新田野を出ると、最初に見つかったのは観光名所らしさよりも、いすみの時間の流れだった。椿公園では吊り橋が使えないという少し意外な現実に出会い、それでもベンチと木陰だけで散歩は成立するのだと知った。杢珈琲では古民家の梁の下でネルドリップを待ち、建物も一緒に味わっているような気分になる。そこからはいすみ鉄道に乗り、大多喜へ。車窓の短い移動が、土地を横切る小さな発見になった。城下町では、モザイク壁画を抱えた役場中庁舎、今も続く酒蔵、坂の上の城が順番に現れた。最後は山田の源氏ぼたるの里へ寄り、光ではなく、光を守る水辺の手入れに思いを向けた。三つ集めるつもりだった発見は、木陰と梁、そして坂の上の景色に姿を変えて、静かに一日を閉じた。
この旅の足跡
- 椿の季節には木々が色づき、赤い橋が緑の中の目印になる公園。吊り橋は使えないと知って少し驚いたけれど、ベンチで風を聞く散歩なら今も楽しめそうだ。

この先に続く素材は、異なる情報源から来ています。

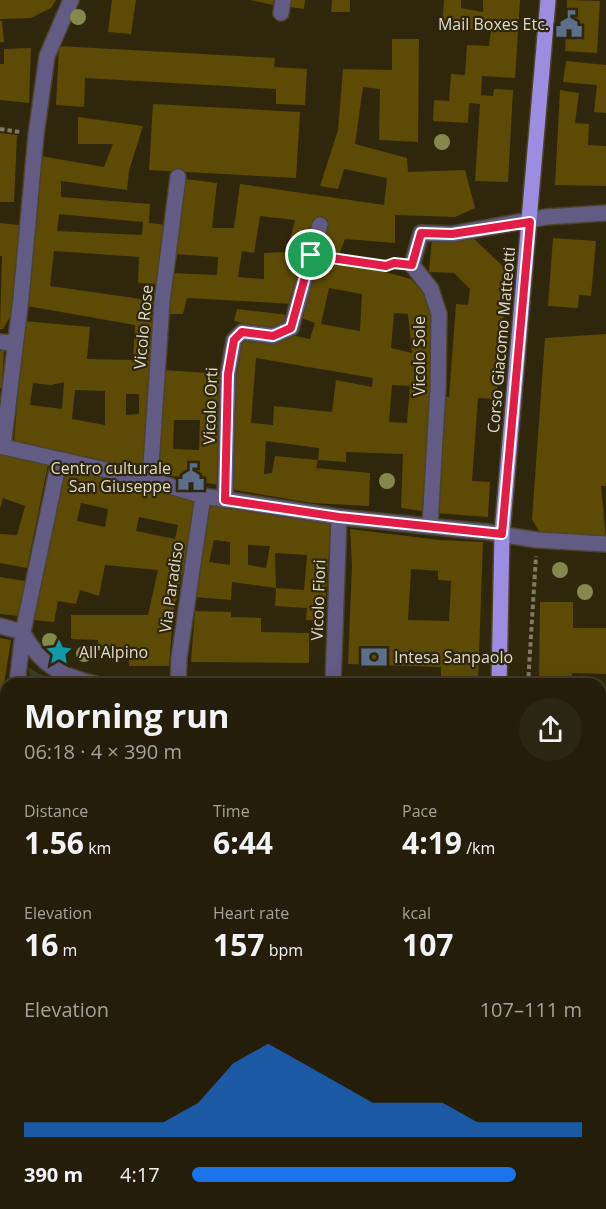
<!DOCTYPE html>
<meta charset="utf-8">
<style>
body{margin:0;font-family:"Open Sans",sans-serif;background:#2b2612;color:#f1f3f6;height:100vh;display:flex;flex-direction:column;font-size:22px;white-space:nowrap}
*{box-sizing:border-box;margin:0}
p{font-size:20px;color:#a3a29c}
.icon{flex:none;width:33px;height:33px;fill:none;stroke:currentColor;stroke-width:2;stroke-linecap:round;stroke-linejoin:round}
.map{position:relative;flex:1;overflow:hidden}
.sheet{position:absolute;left:0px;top:678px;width:606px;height:531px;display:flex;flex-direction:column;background:#231d09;border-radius:18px 18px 0 0;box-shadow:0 6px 24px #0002,0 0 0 2px #403b2a}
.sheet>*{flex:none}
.pin{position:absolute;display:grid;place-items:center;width:51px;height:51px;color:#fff;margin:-26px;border:3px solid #fff;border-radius:50%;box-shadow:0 2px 6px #0007}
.round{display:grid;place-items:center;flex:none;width:63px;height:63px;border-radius:32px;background:#2b2612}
.overview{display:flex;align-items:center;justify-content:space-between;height:102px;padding:0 24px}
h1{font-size:33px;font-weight:700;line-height:45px}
.figures{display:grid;grid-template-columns:repeat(3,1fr);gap:9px;height:102px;padding:6px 24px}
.figures div{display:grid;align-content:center}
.figures b{font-size:30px;font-weight:700}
.figures small{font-size:16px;font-weight:400}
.figures p{font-size:16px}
.chart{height:168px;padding:12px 24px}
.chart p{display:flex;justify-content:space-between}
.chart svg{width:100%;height:108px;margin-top:6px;fill:#1a73e8;opacity:.7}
ul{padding:0 24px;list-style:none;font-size:20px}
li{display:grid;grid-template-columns:96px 72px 1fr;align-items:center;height:45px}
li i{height:15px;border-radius:8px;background:#1a73e8}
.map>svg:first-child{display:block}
.green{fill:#393f1b}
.building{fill:#5d4a05;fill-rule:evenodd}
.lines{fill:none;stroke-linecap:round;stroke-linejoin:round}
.minor-casing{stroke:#4b442b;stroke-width:18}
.major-casing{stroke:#4b442b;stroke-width:18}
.path{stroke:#807963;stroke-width:4;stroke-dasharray:4.5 3;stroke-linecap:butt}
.minor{stroke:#625b84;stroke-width:15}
.major{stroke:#9d8de1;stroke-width:15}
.tree{fill:#83884c}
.route-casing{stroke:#fff;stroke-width:12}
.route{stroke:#e11d48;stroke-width:8}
.labels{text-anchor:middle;stroke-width:4.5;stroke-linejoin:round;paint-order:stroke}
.poi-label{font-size:16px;fill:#dfdacb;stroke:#2f270c;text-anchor:end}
.street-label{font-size:16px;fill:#dfdacb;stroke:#2f270c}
</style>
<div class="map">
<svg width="606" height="1209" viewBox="0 0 606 1209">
<rect width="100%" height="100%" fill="#2f270c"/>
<path class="green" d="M28 667 54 682V684H32Z
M0 1120 5 1121 0 1209Z"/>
<path class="building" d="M0 0H56L51 8 31 18 0 19Z
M112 0H136L131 34 108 32Z
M250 0H274L273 5Z
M284 0H305L304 9 283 6Z
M332 0H350V12H331Z
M444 0H461V8L483 12V0H520L515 78 482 76 481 95 493 96 494 89 513 90 508 182 475 181 480 104 469 103 468 123 433 121 434 100 449 101 451 74 465 75 467 45 489 46 491 30 442 28Z
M567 0 600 1 597 53 565 51Z
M0 21H2L4 42H0Z
M392 39H419L418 142 379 140 380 89 363 87 355 144 407 158 408 172 465 170 475 208 455 217 395 215V243L345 239 339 255 320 253 327 222 295 304 187 298 183 314H167L171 273 217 275 218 257 174 254 185 179 217 183 212 228H234L240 184 384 205 387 178 344 169 338 189 320 186 338 130 343 69 392 70ZM260 216 295 220 287 252 264 253V279L238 277 242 251 254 253Z
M59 46 275 58 274 67 307 69 305 105 276 104V89L85 78 84 107 56 105Z
M31 48 29 103 0 100V64H4V49Z
M566 61 606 65V113L594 112 597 85 563 82Z
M560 90 579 93 575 123 589 124 588 145 606 146V186L555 185Z
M153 104 300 112 296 178 149 170Z
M78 117 143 126 129 171 127 190 61 181V197L150 204 149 223 167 225 159 284 138 283 139 257 54 251 50 286 155 301 146 471 14 441 24 321 90 327 87 359 133 360 135 325 27 306 41 156 104 167 113 144H78ZM59 214 143 222 142 235 57 231ZM64 382 62 409 30 405 33 383 51 385ZM75 390 105 391V425L72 419ZM126 394H139V414L126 415Z
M0 133 17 135 14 202H0Z
M0 223 20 225 15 308 3 329H0L2 256H0Z
M432 238 474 239 508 271 496 399 478 398 472 481 490 482 488 517 436 513 441 396 449 397 456 304 468 305 470 289 454 273 429 272Z
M553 238 596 241 591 296 579 295 578 308 548 306Z
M316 261 381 271 411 279 431 301 434 362 422 511 401 508 403 454 346 452V462L318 460 319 448 266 441 264 474 272 473 275 456 318 460 316 468 370 473 369 506 312 503 229 489 238 347 248 337 283 341 287 334 310 339 315 323 298 317ZM329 288 362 294 360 331 321 324ZM394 313 408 314 412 353 391 348ZM256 358 373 378 372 387 336 380 332 412 274 406 273 425 251 423ZM392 385 410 386 407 423 389 422Z
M237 309 289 315 285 326 276 331 234 321Z
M606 334V486H601L606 539 541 535 532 519 545 338Z
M0 349H4L2 388H0Z
M163 370 223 374 218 485 157 473ZM174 420H200L199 450 173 449Z
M0 453 48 465 27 568 0 563V534L17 535 25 506 3 498 0 509Z
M65 467 198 501 173 615 169 666H129V648L98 649V640L71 639V615H148L158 570 105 565 99 596 80 590 76 604 58 601 54 622 33 620ZM81 503 108 509 105 527 77 521ZM139 517 178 525 175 539 136 531Z
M209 505 331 522 324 621 306 620 307 608 275 606 276 588 232 582 231 600 194 597ZM214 540 230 542V565L209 562ZM248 545 270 546 266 568 248 565ZM275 553 307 555 304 590 276 588Z
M350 529 439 540 483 542 478 681 441 680V667L348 664 352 565ZM411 569 438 571V580L451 581 449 621 408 620Z
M0 577 25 581 19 616 0 614Z
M540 602H573V628H606V674L572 673V684H539Z
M195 611 231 612V617L261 618V632L309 633V663L191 662Z
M0 638 11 640 1 703 0 702Z
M0 745H3L4 827H6V852L0 853Z
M600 752H606V776H600Z
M602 822H606V854H600Z
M600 982H606V1012L600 1011Z
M0 996H6L5 1119 0 1118Z
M600 1057H606V1103H600Z
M119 1203H186V1209H119Z
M303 1203 364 1204 424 1209H303Z
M40 1205 64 1206V1209H40Z"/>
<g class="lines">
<defs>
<path id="minor" d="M281 13 283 0
M0 342 15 343
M0 446 150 480 203 496 339 517 487 532 537 540 606 544
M3 447 21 298 36 135 47 56 71 0
M150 480 162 302 178 177
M225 500 228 374 234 340 242 332 273 336 291 328 320 225
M430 525 438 388 439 314 431 289 412 265 421 233 452 234 546 217 606 213
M0 626 23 632
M24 635C41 665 63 677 96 684
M17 684 23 632 59 461
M178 684 179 658 203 496
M333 684 339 517
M0 737 6 738
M600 876H606
M0 990H6
M579 1203 606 1205
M8 1209V1203"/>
<path id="major" d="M499 684 502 534 548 0
M486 1209V1203"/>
</defs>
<use href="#minor" class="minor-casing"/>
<use href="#major" class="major-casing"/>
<path class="path" d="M0 129 20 132
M327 257 386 266 396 263
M528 684 536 556
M514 1209V1203"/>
<use href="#minor" class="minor"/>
<use href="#major" class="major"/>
</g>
<g class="tree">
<circle cx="78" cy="17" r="8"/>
<circle cx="442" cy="142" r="8"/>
<circle cx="387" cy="481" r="8"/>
<circle cx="560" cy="570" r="8"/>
<circle cx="585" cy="592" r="8"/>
<circle cx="50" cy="641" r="8"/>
<circle cx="84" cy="654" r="8"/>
</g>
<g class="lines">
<defs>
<path id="route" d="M530 222 502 534 339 517 225 500 228 374 234 340 242 332 273 336 291 328 311 255 386 266 394 263 412 265 421 233 452 234Z"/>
</defs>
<use href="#route" class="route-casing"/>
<use href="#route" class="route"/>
</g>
<defs>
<symbol id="civic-bare" viewBox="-9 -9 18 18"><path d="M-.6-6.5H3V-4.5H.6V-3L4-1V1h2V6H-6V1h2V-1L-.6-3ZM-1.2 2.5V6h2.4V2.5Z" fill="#5c6f8a" stroke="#2f270c" stroke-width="2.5" paint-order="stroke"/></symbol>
<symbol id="sight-bare" viewBox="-9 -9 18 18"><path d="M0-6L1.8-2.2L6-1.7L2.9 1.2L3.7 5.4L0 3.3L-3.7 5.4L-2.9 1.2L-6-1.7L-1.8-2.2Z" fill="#0f9aa8" stroke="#2f270c" stroke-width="2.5" paint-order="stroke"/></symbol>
<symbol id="bank-bare" viewBox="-9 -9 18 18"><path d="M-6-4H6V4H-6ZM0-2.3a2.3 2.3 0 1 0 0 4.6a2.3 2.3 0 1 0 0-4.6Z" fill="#5c6f8a" stroke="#2f270c" stroke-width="2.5" paint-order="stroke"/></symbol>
</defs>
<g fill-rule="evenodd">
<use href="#civic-bare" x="550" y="5" width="38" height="38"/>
<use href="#civic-bare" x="172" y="458" width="38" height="38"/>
<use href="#sight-bare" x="40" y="633" width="38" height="38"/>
<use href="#bank-bare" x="355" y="638" width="38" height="38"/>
</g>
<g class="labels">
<g class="poi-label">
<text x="549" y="30">Mail Boxes Etc.</text>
<text x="171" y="474">Centro culturale<tspan x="171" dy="18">San Giuseppe</tspan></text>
<text x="79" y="658" text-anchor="start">All'Alpino</text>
<text x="394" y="663" text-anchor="start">Intesa Sanpaolo</text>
</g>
<g class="street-label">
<text transform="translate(143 327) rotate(-85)" y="6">Vicolo Rose</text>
<text transform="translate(501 340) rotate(-85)" y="6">Corso Giacomo Matteotti</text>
<text transform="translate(419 356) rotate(-90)" y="6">Vicolo Sole</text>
<text transform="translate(210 406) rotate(-88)" y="6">Vicolo Orti</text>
<text transform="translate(171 587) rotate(-82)" y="6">Via Paradiso</text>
<text transform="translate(318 600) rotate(-88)" y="6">Vicolo Fiori</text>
</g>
</g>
</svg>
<div class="pin" style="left:311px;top:255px;background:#1e9e55"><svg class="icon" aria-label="arrive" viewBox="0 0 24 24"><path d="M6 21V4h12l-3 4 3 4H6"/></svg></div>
<section class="sheet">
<div class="overview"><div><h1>Morning run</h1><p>06:18 · 4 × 390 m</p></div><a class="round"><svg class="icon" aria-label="share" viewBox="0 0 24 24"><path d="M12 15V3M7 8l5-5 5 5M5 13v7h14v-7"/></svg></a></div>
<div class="figures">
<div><p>Distance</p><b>1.56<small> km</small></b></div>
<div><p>Time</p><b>6:44</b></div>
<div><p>Pace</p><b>4:19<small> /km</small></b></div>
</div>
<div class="figures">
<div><p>Elevation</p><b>16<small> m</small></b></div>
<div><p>Heart rate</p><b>157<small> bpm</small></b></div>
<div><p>kcal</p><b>107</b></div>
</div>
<div class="chart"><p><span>Elevation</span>107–111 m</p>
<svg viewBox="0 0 160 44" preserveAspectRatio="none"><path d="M0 44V38L10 38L20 38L30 38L40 38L50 30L60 14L70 6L80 14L90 22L100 30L110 30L120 30L130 38L140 38L150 38L160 38V44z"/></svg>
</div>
<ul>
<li><b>390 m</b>4:17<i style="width:83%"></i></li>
</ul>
</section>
</div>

- 古民家の梁を感じる店で、その日のおすすめをネルドリップで淹れてくれる。10時から17時までという時間も旅向きで、コーヒーが建物の記憶を引き出すのか気になった。
- いすみ市と大多喜町をつなぐローカル線は、移動そのものが小さな観光になる。終点では小湊鉄道にもつながると知り、短い乗車でも房総の奥行きが急に広く見えた。
- 大多喜町役場の中庁舎は、打ち放しコンクリートや大判ガラスの簡明さに、渡り廊下のうねる意匠やモザイク壁画が重なる。役場なのに小さな美術館のようで、足が止まった。
- 城下町の通りには、明治7年創業の豊乃鶴酒造が残る。古い町並みを歩いていると、歴史が展示物ではなく今も仕込まれているものだと感じ、酒の香りを想像してしまった。
- 大多喜城は城下町を見下ろす高台にあり、館内には本多忠勝像などの資料が伝わる。坂を上がる前は歴史の場所と思っていたのに、見晴らしを得ると地形の旅に変わった。
- 山田の源氏ぼたるの里は、いすみ市が保護するホタルの生息地。昼に訪れても、河川を浄化しながら守る土地の姿勢が見える。光そのものより、光を待つ環境に心が向いた。